The Matsumoto is different from the cops, though not as much I would like. The flight group is a stretched to its limit defending the ship and gate site as well as trying to patrol the Unyo Cloud route. They think this whole project is stupid and expect it to all go up in flames shortly. They fret about their losses and failing their duty. The oldest and most deadly enemies of the Kusari state are all around them, seeking their deaths.
And...it's hard to explain, but these pilots burn brightly. You can see it talking to them, watching them move. They firmly believe they are the best the Kusari Naval Forces have to offer, and they can point to the fact of their survival to prove it. Even the ship's crew moves with this spring in their step, flight line support staff, gunners, the quartermasters. They are warriors. They have enemies all about them. Their duties are clear, their comrades skilled and honorable. They have no regrets, no questions about their place. Nothing could be simpler. Nothing could be finer.
I admit I envy them in a way.
Because of the degree to which the flight group is stretched, Hiei flight is expected to handle more of the normal duties than freelancers usually are. We have a place in the patrol rotations and in the alert-flight rotation. We have an escort on the gunboat KNFS Tanagawa, along the route of the trade lane. Hiei-1 is the corporal, Sachiko Kondo. Hiei-2 is a man in his sixties who introduced himself as Kazuo Endo. He has the manners of a Buddhist monk and the even tone to match that impression, to the point that the flight line people address him as "Monk". I'm Hiei-3, and Tsukinoyo is Hiei-4. We're exploring alternate routes for the Kyofu Run on the other side of the system from the usual.
We had a scuffle with some GC Hawks in the Kayo Cloud. They retreated when one of their number was damaged. Sachiko strongly recommended to the gunboat captain that we withdraw, as the Golden Chrysanthemums were doubtless telling all their friends about our course and speed. Which was probably sound advice, as it turned out, but the Tanagawa's captain didn't take it.
We crossed the Gap and were a couple of kilometers into the Shiden Cloud, about to turn towards Sapporo Station, when the wheels came off. I remember very distinctly picking up the transmission that started it. It was very faint, but we were all silent and on edge so I heard it pretty clearly. "All forces in the vicinity, this is Ainu. We have incoming hostiles. Prepare to engage."
The Ainu Depot is what the Golden Chrysanthemum base in the Shiden Cloud is called.
Sachiko must have heard it too, a rare thing for a military pilot to tap all comms like that, and ordered us out of cruise. We didn't realize how close we were until Tsukinoyo saw it through the nebula because of an electrical discharge. She also gave us just enough warning to avoid all being blown to bits when a dozen mixed Blood Dragon and Golden Chrysanthemum fighters roared in at us. The Tanagawa couldn't dodge the way the rest of us could and took a torpedo despite a truly heroic effort by Kazuo that knocked down three others, but somehow kept fighting.

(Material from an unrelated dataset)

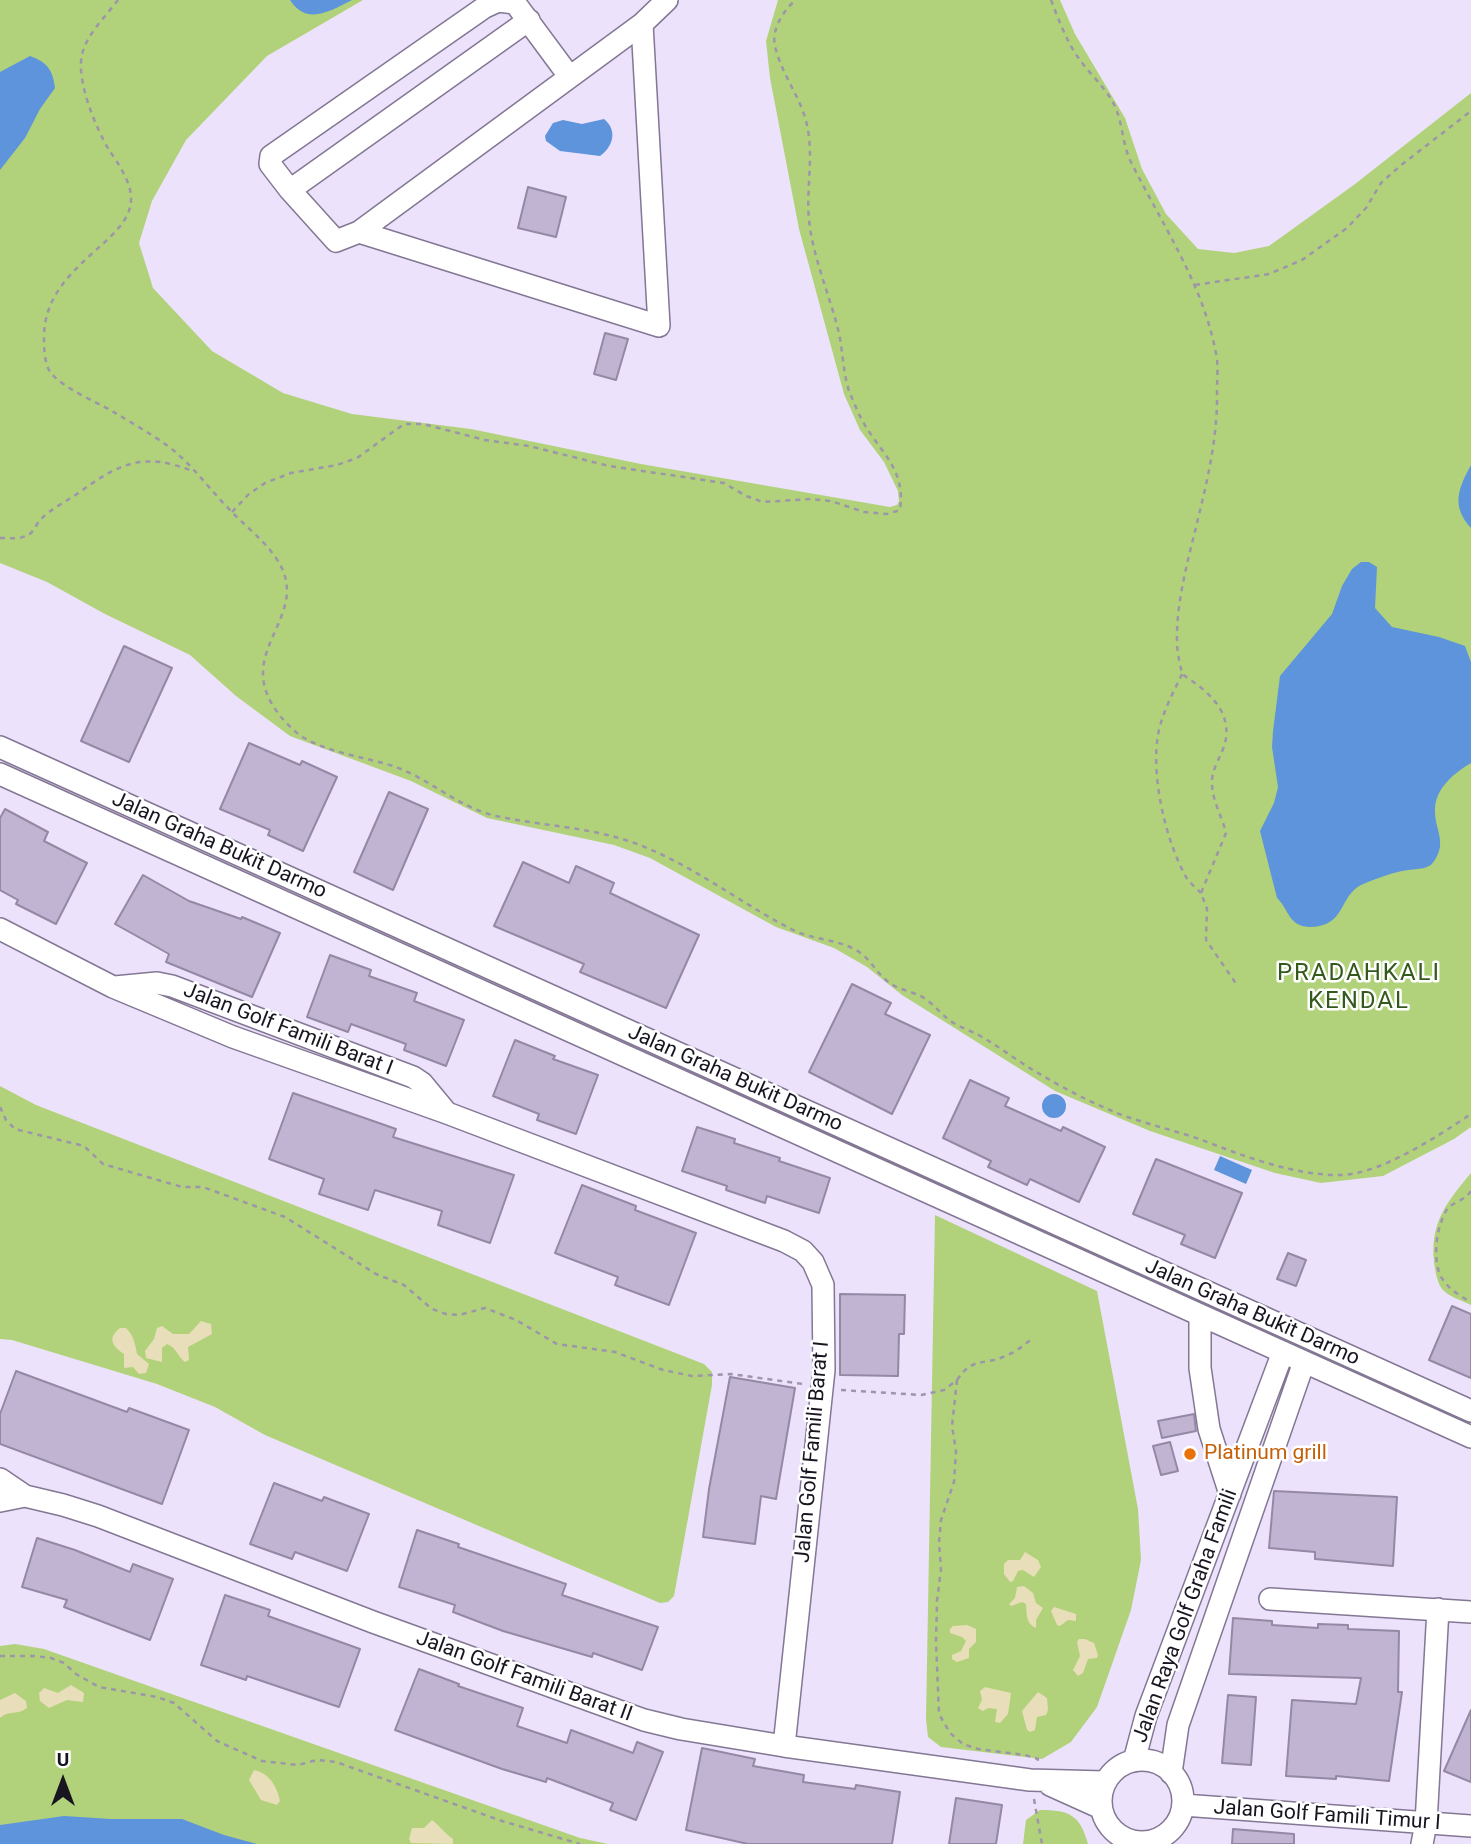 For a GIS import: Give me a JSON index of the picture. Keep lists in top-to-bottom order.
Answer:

What followed was a classic fighting withdrawal. I lobbed a torpedo in the Ainu Depot's general direction, which distracted a few of Chrysanthemum Hawks, while Tsukinoyo and Kazuo shepherded the Tanagawa and Sachiko kept anyone from blowing me up. And then I kept two very determined Blood Dragons from blowing her up while she lit up the comm with her curses that her shield battery system wasn't working right. She finally got it to trigger and we had to go together to save Tsukinoyo from a trio of Golden Chrysanthemums. Kazuo was seemingly everywhere at once, fighting off a half-dozen Blood Dragons with only meager help from the Tanagawa's turrets. He took a bad hit at the end, but the other three of us were able to chase off most of the Blood Dragons.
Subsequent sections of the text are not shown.